SKINNYFEST - 'Twilight Los Angeles: 1992'

This is a worthwhile play that deals with a largely overlooked topic...

Article by Frank Lazarski | 14 Aug 2006
Spike Lee's 'Malcolm X' opened with shots of the Rodney King beating superimposed over a burning American flag. Such vivid confrontation of the 1992 LA uprising, one of the most lurid manifestation of racial volatility in American history, is rare in popular culture.

'Twilight Los Angeles: 1992' engages the issue assuredly and with an even hand. The play is a biographical series of monologues, a diverse set of speeches from the characters involved in the riots. Many of the public figures associated with the event offer up their two cents: from King and his family to the acquitted police chief and presidential hopeful Bill Bradley. The script allows for the viewpoints of a broad spectrum of American citizens - no voice is left unheard.
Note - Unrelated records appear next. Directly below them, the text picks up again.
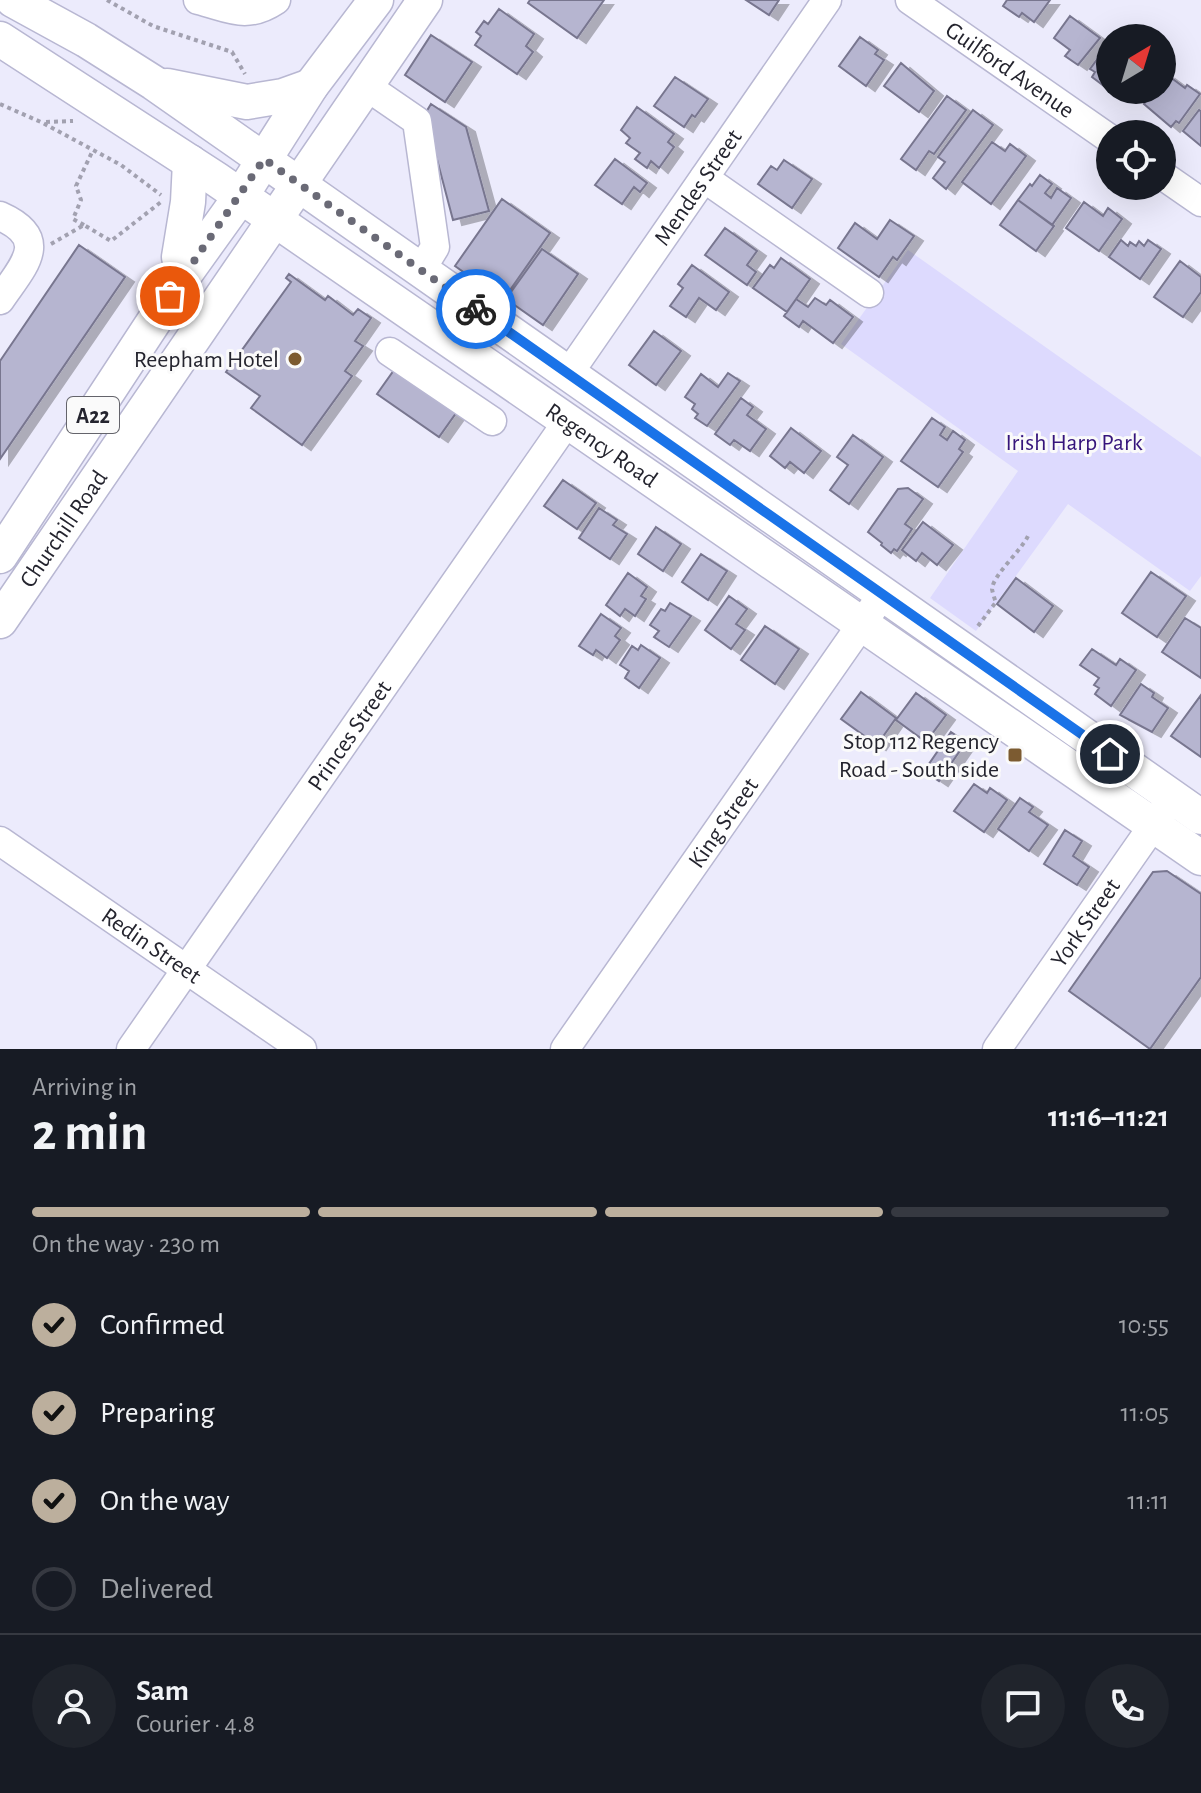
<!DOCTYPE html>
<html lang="en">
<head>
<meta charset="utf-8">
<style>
  body { margin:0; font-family:"Alegreya Sans",sans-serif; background:#20242c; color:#f1f3f6; height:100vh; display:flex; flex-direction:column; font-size:30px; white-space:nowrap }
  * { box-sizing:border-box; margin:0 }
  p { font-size:26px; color:#9ea1a6 }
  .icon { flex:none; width:44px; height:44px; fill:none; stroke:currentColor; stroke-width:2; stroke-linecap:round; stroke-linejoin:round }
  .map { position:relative; height:1049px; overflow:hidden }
  .details { display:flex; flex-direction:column; background:#171b24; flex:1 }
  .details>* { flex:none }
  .needle { width:52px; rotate:38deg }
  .fabs { position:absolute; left:1096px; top:24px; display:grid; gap:16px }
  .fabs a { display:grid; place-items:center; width:80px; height:80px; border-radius:50%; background:#171b24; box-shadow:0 8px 32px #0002; font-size:40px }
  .pin { position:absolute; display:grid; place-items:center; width:68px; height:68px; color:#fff; margin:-34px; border:4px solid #fff; border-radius:50%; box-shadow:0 2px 8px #0007 }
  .courier { position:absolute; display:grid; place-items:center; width:80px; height:80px; margin:-40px; border:6px solid #1a73e8; border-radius:50%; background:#fff; color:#222; box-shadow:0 2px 10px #0007 }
  .headline em { font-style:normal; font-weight:700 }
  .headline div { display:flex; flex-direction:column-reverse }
  .headline { display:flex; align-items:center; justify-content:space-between; height:136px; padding:0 32px }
  h1 { font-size:52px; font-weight:700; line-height:60px }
  .bar { display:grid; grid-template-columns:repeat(4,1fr); gap:12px 8px; align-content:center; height:96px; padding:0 32px }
  .bar i { height:10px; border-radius:6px; background:#363941 }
  .bar .active { background:#bcaf9d }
  .bar p { grid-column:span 4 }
  .line { display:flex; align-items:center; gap:20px; padding:0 32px; border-top:2px solid #363941 }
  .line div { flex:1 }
  .round { display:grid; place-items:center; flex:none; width:84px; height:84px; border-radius:42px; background:#20242c }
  ol { padding:0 32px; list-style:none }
  li { display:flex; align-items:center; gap:24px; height:88px }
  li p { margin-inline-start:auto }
  li .icon { padding:8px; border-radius:50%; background:#bcaf9d; color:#111; stroke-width:4 }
  li:last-child { color:#9ea1a6 }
  li i { width:44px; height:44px; border:4px solid #363941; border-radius:50% }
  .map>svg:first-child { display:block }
</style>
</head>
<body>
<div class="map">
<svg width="1201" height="1049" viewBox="0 0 1201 1049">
  <defs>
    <filter id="shadow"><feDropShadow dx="9" dy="5" stdDeviation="0" flood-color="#0004"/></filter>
  </defs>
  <rect width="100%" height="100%" fill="#ecebfc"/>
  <path fill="#dddafe" d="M908,250l293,207v119l-11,15 -122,-87 -92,127 -46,-33 88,-127 -177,-127z"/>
  <path fill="#b6b5d0" stroke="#78768f" stroke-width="2" filter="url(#shadow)" d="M530,0h74l-27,38 -49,-35z
    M746,0h33l-10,15z
    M1007,0h43l-16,22 -12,-9 -3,4 -16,-11z
    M499,9l35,25 -8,12 7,6 -16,22 -42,-29 6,-9 -5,-4 8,-11 4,3z
    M1070,16l30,22 -22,27 -13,-9 5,-6 -16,-12z
    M431,35l41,27 -27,40 -40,-27z
    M860,37l18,13 -3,4 9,6 -18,26 -27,-20z
    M1110,42v44l-2,3 -16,-12 3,-5 -5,-3z
    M901,63l33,28 -15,21 -35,-26z
    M1166,74l19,14 2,-3 13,9 -21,29 -3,-2 -5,6 -27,-23 10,-14h8v-10z
    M675,77l33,22 -13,18 -3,-2 -8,12 -30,-21z
    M947,96l19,14 -32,44 -5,-3 -13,19 -15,-11z
    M431,104l35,23 23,84 -36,9 -28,-106z
    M637,107l37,27 -6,8 6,5 -15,21 -8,-7 -4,7 -12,-9 5,-6 -14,-10 4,-5 -9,-8z
    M973,110l20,15 -47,64 -13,-11 12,-16 -7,-5z
    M1199,110l2,1v35l-18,-15z
    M992,142l13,9 5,-7 16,12 -35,48 -29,-22z
    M615,159l32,24 -7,9 -6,-5 -12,17 -27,-19z
    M784,160l28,19 -20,29 -34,-24 13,-18 6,4z
    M1040,175l12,9 -7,9 6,5 6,-10 14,10 -19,27 -34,-25 12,-16 2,2z
    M502,199l48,34 -47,67 -48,-34z
    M1018,200l36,26 -18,25 -36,-26z
    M1084,202l19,14 5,-8 14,11 -23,32 -33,-23z
    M890,220l24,16 -17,24 -4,-3 -14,20 -41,-29 17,-25 22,16z
    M725,228l32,23 -10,14 9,7 -9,13 -42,-30z
    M1121,240l7,6 2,-4 6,4 3,-5 5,5 4,-6 13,9 -21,30 -31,-22z
    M79,245l46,32 -125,182v-98z
    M542,249l36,25 -35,51 -37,-26z
    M781,258l29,21 -23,33 -34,-24 17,-23 4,3z
    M1180,261l21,16v15l-18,25 -29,-20z
    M692,265l37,27 -13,18 -17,-12 -13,19 -16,-11 13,-18 -5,-4z
    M289,274l36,26 3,-4 25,19 5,-6 13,9 -16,23 8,5 -18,25 7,5 -50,69 -51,-37 9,-12 -34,-24 65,-90 -5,-4z
    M815,298l11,7 4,-5 23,17 -20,26 -30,-22 -4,6 -15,-11 12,-17 12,8z
    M654,331l27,20 -25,34 -27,-20z
    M409,349l62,43 -32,45 -62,-43z
    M728,373l12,8 -33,45 -12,-8 3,-4 -6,-5 3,-5 -10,-7 16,-23 17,13z
    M741,398l12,9 -6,8 19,14 -16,22 -16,-11 -4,5 -15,-11z
    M932,418l13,9 -5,8 7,5 6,-9 12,9 -6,9 4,3 -25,35 -37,-26z
    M791,428l30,23 -17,22 -14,-11 -5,6 -15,-12z
    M853,435l30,22 -34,47 -19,-14 18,-25 -11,-8z
    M563,480l33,23 -19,26 -33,-23z
    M908,488l15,11 -18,25 7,5 -15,22 -3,-2 -3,4 -10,-8 1,-2 -14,-11 30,-43z
    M599,508l18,12 -4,5 14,9 -17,25 -31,-21z
    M923,522l30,23 -16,20 -15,-12 -6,8 -14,-11z
    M656,527l25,17 -18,27 -25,-17z
    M701,554l26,17 -19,29 -26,-18z
    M1151,572l35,24 -29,41 -35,-24z
    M628,573l19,14 -6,9 5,3 -11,17 -10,-7 -5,7 -14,-11z
    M1016,578l37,28 -19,26 -37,-28z
    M729,596l18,13 -11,15 9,6 -14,19 -26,-19z
    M670,603l21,13 -22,31 -15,-10 5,-6 -9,-6 11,-16 4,2z
    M601,614l20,14 -6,8 5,4 -13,18 -11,-8 -3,5 -14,-9z
    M1185,618l16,10v50l-39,-26z
    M765,626l34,23 -24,35 -34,-24z
    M641,645l19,13 -21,30 -14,-10 4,-7 -9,-6 12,-19 6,4z
    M1092,649l24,16 4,-6 16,11 -25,36 -16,-12 4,-6 -5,-3 5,-7 -19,-13z
    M1141,684l13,9 -2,4 16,11 -16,24 -32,-17z
    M861,692l35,26 -19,27 -36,-26z
    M916,693l30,22 -20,27 -30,-22z
    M1201,695v62l-30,-21z
    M951,732l15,10 -27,39 -15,-10z
    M974,784l13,9 3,-5 17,12 -23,32 -30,-21z
    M1020,798l13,9 -4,5 19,13 -19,26 -31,-22z
    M1065,830l17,11 -9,15 16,11 -12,18 -33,-21z
    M1167,871l34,23v83l-51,72 -81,-58 84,-119z"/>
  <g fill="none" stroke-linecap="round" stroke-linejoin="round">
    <defs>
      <g id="minor">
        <path d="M198,0c32,8 48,20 78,0"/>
        <path id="s1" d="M910,0l200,139"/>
        <path d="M366,86l51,35 18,126 -14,23"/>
        <path d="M1162,175l39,27"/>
        <path d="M704,178l165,115"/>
        <path d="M0,216c52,23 23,50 0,84"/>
        <path d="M390,352l102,69"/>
        <path id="s2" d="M569,373l258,-373"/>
        <path id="s3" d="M0,841l302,208"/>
        <path id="s4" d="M131,1049l436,-627"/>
        <path id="s5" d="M565,1049l317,-454"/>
        <path id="s6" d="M997,1049l169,-242"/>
      </g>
      <g id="major">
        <path d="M13,0l73,40 68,43 1047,734"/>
        <path id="s7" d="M0,39l216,140 985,679"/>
        <path d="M167,86l80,16 36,-6 28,-10"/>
        <path d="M185,274l-6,-17 9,-55 2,-40"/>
        <path d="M0,556l185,-282 56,-78 70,-110 65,-86"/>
        <path id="s8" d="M0,621l425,-621"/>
      </g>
    </defs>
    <use href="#minor" stroke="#b8b7d2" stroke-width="31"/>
    <use href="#major" stroke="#b8b7d2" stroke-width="37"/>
    <path stroke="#a2a1b0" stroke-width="4" stroke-dasharray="4 4" stroke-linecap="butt" d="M107,0l46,26 79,26 13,22
      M0,104l43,19 78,42 40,30
      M46,122l27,-1
      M84,225l-11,-6 8,-19 -5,-14 17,-36
      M51,244l33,-19 27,16 50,-39
      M978,626l18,-24c-1,-1 -4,-12 -4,-13 1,-14 29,-38 36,-53"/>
    <use href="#minor" stroke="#fff" stroke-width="28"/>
    <use href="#major" stroke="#fff" stroke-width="34"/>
  </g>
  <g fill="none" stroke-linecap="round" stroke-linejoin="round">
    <path stroke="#6a6a76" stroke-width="8" stroke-dasharray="0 14.4" d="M170,296l94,-137 212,150"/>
    <path stroke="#1a73e8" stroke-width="10" d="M476,309l634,445"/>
  </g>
  <g fill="#7c5b31" stroke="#fafafa" stroke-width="3">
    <circle cx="295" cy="359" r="8"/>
    <rect x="1007" y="747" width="16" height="16" rx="4"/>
  </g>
  <g text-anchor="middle" stroke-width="6" stroke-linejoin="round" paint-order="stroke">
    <rect fill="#fafafa" stroke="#64646b" stroke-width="2" x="67" y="397" width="52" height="36" rx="6"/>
    <g font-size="22" font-weight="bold" fill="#24242e">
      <text x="93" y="423">A22</text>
    </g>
    <g font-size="24" fill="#24242e" stroke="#fafafa">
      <text dy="8" stroke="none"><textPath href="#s1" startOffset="122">Guilford Avenue</textPath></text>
      <text dy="8" stroke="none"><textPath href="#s2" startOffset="226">Mendes Street</textPath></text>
      <text dy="8" stroke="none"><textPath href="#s7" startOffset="726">Regency Road</textPath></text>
      <text dy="8" stroke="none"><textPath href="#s8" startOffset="112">Churchill Road</textPath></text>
      <text dy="8" stroke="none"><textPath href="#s4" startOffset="382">Princes Street</textPath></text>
      <text dy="8" stroke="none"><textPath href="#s5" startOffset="276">King Street</textPath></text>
      <text dy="8" stroke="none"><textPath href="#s6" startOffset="154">York Street</textPath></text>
      <text dy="8" stroke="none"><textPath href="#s3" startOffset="184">Redin Street</textPath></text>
    </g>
    <g font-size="24" fill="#24242e" stroke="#fafafa" text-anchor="end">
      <text x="279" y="367">Reepham Hotel</text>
      <text x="999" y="749">Stop 112 Regency<tspan x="999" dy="28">Road - South side</tspan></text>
    </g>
    <g font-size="24" fill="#35147b" stroke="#fafafa">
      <text x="1074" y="450">Irish Harp Park</text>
    </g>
  </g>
</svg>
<div class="fabs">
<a><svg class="needle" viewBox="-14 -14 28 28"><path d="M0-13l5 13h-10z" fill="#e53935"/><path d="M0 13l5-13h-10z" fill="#9ea1a6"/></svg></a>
<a><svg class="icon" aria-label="locate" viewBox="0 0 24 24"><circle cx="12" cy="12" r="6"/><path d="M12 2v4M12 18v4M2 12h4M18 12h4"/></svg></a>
</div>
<div class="pin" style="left:170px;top:296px;background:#ea580c"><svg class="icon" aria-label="bag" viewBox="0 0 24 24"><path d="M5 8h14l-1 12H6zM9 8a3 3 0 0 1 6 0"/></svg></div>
<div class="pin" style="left:1110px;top:754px;background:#1f2937"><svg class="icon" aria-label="home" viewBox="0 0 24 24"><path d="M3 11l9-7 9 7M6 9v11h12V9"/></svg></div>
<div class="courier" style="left:476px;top:309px"><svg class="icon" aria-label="bike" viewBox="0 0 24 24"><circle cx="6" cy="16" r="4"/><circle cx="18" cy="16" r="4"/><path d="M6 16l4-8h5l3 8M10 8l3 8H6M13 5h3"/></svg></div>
</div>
<section class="details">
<div class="headline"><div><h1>2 min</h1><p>Arriving in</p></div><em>11:16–11:21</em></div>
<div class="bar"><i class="active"></i><i class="active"></i><i class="active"></i><i></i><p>On the way · 230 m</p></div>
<ol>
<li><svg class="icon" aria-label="check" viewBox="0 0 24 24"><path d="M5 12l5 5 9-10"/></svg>Confirmed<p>10:55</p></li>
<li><svg class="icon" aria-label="check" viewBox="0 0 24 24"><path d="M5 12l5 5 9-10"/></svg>Preparing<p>11:05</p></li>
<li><svg class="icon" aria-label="check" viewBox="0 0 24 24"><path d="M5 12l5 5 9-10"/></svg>On the way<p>11:11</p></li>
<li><i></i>Delivered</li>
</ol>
<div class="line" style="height:144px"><a class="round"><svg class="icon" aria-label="person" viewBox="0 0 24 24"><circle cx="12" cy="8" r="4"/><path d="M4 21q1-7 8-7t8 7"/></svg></a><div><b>Sam</b><p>Courier · 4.8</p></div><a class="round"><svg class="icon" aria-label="chat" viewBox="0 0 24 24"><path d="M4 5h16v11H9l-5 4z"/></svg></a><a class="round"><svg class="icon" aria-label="phone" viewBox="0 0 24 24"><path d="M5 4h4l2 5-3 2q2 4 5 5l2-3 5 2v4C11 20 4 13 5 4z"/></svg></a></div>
</section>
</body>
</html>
The Red Chair Players is a talented student group out of Connecticut. The fifteen or so young people, under the direction of Linda Ames Key, have produced a convincing and, generally, engaging piece of theatre. Watching fifteen and sixteen year olds depict an historic moment of inhumanity is unsettling: their youth makes the violent riot scenes all the more poignant. The result is a worthwhile play that deals with a largely overlooked topic. This is not a 'black' work, or a didactic piece in the style of Lee, but a candid investigation of the many victims of the LA uprisings.